Stored data:
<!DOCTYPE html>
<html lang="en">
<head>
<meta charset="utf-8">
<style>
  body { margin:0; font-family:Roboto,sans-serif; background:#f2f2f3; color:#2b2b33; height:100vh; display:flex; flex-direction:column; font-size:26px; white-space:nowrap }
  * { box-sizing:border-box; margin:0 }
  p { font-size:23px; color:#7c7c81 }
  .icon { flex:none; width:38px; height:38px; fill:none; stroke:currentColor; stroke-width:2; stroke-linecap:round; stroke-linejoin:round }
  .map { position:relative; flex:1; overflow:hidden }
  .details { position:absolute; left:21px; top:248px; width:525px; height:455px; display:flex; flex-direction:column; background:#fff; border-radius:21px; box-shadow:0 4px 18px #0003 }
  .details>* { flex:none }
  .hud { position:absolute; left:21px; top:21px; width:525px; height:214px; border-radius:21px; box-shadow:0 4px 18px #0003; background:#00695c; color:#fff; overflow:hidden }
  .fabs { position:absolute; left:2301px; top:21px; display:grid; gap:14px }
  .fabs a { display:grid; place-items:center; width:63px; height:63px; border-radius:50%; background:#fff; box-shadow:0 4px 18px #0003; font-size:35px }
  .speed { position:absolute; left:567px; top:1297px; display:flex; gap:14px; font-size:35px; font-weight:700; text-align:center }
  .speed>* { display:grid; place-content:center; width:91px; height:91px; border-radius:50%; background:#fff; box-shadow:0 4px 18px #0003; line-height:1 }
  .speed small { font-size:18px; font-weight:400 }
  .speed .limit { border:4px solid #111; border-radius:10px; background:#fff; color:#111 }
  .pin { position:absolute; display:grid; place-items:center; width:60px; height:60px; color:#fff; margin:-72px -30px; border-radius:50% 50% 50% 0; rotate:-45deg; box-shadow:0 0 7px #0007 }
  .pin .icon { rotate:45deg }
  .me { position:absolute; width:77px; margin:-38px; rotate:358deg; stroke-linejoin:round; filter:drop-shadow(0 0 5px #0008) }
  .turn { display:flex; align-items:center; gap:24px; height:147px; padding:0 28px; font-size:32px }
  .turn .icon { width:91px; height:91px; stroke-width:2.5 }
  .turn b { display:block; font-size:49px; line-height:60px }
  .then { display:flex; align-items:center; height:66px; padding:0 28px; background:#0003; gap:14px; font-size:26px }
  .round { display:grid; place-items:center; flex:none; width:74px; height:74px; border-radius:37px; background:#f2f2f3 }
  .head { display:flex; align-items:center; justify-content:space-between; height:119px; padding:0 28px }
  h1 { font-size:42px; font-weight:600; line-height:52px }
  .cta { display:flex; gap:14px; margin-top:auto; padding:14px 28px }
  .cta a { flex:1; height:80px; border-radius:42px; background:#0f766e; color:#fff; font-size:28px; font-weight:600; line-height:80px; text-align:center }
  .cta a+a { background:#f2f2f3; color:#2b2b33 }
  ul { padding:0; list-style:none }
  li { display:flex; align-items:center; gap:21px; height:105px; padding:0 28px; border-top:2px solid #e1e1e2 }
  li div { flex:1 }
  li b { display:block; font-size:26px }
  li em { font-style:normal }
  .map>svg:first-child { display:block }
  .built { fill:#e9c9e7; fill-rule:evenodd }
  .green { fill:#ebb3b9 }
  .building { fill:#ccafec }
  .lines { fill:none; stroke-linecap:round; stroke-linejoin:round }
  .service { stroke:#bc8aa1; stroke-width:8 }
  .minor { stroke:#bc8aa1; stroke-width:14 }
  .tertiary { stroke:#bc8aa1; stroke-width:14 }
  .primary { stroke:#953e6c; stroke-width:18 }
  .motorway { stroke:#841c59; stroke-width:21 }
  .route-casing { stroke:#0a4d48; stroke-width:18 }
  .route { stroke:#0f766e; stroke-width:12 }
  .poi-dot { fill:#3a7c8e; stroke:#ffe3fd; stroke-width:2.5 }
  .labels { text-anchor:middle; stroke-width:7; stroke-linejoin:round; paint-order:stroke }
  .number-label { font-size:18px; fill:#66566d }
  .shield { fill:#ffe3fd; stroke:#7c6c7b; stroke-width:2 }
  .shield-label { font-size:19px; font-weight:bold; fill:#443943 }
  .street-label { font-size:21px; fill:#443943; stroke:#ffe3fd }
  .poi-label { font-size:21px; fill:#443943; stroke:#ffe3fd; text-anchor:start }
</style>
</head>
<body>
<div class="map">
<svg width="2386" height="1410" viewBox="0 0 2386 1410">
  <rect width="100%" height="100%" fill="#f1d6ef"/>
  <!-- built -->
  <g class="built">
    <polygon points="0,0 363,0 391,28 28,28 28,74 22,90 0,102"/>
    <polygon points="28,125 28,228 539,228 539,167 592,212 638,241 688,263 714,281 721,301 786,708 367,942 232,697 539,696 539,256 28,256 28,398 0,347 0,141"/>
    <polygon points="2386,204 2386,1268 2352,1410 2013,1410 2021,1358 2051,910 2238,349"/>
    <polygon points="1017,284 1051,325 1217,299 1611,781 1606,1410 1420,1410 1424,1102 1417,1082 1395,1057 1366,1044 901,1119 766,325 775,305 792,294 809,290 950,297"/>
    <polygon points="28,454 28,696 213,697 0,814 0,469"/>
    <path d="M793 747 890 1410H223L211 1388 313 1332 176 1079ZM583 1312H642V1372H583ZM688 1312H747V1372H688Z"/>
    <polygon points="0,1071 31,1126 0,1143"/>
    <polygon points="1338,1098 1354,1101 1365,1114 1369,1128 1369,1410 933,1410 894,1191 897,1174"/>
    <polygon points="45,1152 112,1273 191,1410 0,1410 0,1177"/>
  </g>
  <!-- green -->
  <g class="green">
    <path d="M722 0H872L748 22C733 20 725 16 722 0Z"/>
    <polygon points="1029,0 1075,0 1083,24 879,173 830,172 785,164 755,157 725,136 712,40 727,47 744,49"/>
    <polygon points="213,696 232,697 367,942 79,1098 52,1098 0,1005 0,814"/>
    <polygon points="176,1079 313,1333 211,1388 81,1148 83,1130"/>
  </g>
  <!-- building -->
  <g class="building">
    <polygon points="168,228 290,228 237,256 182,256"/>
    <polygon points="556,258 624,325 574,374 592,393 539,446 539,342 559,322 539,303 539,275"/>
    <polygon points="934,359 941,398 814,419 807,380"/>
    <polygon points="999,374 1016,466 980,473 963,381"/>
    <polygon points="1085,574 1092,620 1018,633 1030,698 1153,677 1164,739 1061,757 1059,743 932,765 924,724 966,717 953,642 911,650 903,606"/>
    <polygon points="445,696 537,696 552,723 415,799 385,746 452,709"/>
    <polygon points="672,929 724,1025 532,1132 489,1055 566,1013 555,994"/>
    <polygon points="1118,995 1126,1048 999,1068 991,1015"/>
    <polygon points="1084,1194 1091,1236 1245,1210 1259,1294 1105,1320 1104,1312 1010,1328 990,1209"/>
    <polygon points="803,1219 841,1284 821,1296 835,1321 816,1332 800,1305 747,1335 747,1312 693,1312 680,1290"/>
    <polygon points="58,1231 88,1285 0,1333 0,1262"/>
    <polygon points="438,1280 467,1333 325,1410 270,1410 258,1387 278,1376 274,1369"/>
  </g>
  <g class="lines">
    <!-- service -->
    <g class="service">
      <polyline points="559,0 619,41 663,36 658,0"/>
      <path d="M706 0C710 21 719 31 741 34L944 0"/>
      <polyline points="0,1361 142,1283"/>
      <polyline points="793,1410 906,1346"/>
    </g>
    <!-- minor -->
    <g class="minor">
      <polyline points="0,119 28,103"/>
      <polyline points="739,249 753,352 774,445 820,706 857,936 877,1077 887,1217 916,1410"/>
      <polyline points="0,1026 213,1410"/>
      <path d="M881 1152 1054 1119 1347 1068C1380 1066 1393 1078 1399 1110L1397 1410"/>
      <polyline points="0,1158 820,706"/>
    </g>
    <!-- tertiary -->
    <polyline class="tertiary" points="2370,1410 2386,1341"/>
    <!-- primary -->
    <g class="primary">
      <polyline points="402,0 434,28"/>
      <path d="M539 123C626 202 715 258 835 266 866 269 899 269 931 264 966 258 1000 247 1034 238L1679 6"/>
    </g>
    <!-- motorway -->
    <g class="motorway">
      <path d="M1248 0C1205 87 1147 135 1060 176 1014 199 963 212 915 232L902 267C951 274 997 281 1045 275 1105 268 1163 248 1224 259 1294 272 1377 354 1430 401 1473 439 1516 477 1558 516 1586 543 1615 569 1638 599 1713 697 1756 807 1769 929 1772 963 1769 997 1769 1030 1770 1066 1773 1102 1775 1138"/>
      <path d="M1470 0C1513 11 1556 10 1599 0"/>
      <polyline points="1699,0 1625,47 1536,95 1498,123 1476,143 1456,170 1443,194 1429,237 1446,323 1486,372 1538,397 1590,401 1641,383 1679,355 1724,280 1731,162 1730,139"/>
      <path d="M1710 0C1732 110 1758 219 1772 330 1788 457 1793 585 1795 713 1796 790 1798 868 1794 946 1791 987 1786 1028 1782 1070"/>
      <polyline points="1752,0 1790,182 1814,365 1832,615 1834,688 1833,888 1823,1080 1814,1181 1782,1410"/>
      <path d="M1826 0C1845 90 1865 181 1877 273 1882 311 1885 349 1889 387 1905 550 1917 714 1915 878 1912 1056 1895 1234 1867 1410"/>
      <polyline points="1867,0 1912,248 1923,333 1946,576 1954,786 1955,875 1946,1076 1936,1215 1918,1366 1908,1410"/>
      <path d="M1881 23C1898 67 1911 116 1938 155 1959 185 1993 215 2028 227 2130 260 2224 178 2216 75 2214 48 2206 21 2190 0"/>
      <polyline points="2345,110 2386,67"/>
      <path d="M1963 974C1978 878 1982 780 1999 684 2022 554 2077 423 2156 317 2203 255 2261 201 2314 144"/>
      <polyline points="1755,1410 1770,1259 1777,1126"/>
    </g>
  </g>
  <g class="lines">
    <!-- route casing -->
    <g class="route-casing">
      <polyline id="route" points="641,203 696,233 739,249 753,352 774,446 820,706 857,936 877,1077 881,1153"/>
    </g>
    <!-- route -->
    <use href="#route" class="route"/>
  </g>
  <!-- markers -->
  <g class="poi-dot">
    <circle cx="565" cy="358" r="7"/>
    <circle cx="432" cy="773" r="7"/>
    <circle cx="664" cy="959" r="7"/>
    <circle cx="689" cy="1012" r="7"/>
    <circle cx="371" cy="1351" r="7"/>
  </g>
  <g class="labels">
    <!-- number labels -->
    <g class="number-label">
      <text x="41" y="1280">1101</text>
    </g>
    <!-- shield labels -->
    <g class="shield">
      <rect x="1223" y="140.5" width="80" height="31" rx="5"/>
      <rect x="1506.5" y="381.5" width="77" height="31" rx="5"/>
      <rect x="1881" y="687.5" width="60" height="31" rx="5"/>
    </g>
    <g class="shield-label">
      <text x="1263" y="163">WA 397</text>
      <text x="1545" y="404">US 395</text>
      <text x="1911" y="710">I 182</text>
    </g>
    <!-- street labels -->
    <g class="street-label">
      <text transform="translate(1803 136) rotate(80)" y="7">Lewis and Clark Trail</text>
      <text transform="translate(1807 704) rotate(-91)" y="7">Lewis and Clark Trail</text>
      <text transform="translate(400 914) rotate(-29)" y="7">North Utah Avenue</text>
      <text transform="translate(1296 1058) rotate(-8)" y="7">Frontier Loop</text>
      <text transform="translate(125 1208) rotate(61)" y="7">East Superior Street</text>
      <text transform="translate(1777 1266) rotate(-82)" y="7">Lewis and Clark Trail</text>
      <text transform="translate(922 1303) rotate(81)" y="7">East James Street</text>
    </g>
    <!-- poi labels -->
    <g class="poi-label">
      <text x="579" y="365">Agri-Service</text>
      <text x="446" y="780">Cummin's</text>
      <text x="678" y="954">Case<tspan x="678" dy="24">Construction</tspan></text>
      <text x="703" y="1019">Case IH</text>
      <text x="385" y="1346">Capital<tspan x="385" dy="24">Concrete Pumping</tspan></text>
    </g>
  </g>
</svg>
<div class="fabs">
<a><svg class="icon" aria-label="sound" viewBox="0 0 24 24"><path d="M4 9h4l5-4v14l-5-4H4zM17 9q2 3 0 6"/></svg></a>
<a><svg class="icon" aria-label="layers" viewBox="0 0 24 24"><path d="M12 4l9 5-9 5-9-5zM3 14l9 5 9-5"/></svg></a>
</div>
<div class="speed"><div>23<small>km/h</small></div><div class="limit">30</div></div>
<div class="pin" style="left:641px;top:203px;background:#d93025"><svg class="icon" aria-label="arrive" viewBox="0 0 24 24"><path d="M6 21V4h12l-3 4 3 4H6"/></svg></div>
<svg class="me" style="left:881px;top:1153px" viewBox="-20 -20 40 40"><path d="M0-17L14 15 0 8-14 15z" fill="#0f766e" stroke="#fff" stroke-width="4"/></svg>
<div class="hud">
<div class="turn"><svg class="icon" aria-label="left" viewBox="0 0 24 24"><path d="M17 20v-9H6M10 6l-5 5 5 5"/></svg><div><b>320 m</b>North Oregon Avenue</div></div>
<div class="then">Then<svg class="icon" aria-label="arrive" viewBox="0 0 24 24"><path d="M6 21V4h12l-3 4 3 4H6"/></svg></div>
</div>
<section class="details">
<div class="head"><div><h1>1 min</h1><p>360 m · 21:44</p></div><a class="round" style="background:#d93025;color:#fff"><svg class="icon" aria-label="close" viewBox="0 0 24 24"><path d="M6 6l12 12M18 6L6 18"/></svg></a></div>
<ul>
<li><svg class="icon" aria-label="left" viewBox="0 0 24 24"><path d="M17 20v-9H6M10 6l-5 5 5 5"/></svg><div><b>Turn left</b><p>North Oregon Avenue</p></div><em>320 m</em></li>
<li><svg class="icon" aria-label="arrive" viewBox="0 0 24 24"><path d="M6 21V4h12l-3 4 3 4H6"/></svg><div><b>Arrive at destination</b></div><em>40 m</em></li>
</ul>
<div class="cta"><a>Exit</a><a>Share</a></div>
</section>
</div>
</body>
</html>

**REQUIREMENT:** In the answer, the lines from the first line of the data above through the line containing "position:absolute; width:77px; margin:-38px;" must appear exactly as written, with nothing else.

**PROBLEM SOLUTION:**
<!DOCTYPE html>
<html lang="en">
<head>
<meta charset="utf-8">
<style>
  body { margin:0; font-family:Roboto,sans-serif; background:#f2f2f3; color:#2b2b33; height:100vh; display:flex; flex-direction:column; font-size:26px; white-space:nowrap }
  * { box-sizing:border-box; margin:0 }
  p { font-size:23px; color:#7c7c81 }
  .icon { flex:none; width:38px; height:38px; fill:none; stroke:currentColor; stroke-width:2; stroke-linecap:round; stroke-linejoin:round }
  .map { position:relative; flex:1; overflow:hidden }
  .details { position:absolute; left:21px; top:248px; width:525px; height:455px; display:flex; flex-direction:column; background:#fff; border-radius:21px; box-shadow:0 4px 18px #0003 }
  .details>* { flex:none }
  .hud { position:absolute; left:21px; top:21px; width:525px; height:214px; border-radius:21px; box-shadow:0 4px 18px #0003; background:#00695c; color:#fff; overflow:hidden }
  .fabs { position:absolute; left:2301px; top:21px; display:grid; gap:14px }
  .fabs a { display:grid; place-items:center; width:63px; height:63px; border-radius:50%; background:#fff; box-shadow:0 4px 18px #0003; font-size:35px }
  .speed { position:absolute; left:567px; top:1297px; display:flex; gap:14px; font-size:35px; font-weight:700; text-align:center }
  .speed>* { display:grid; place-content:center; width:91px; height:91px; border-radius:50%; background:#fff; box-shadow:0 4px 18px #0003; line-height:1 }
  .speed small { font-size:18px; font-weight:400 }
  .speed .limit { border:4px solid #111; border-radius:10px; background:#fff; color:#111 }
  .pin { position:absolute; display:grid; place-items:center; width:60px; height:60px; color:#fff; margin:-72px -30px; border-radius:50% 50% 50% 0; rotate:-45deg; box-shadow:0 0 7px #0007 }
  .pin .icon { rotate:45deg }
  .me { position:absolute; width:77px; margin:-38px; rotate:358deg; stroke-linejoin:round; filter:drop-shadow(0 0 5px #0008) }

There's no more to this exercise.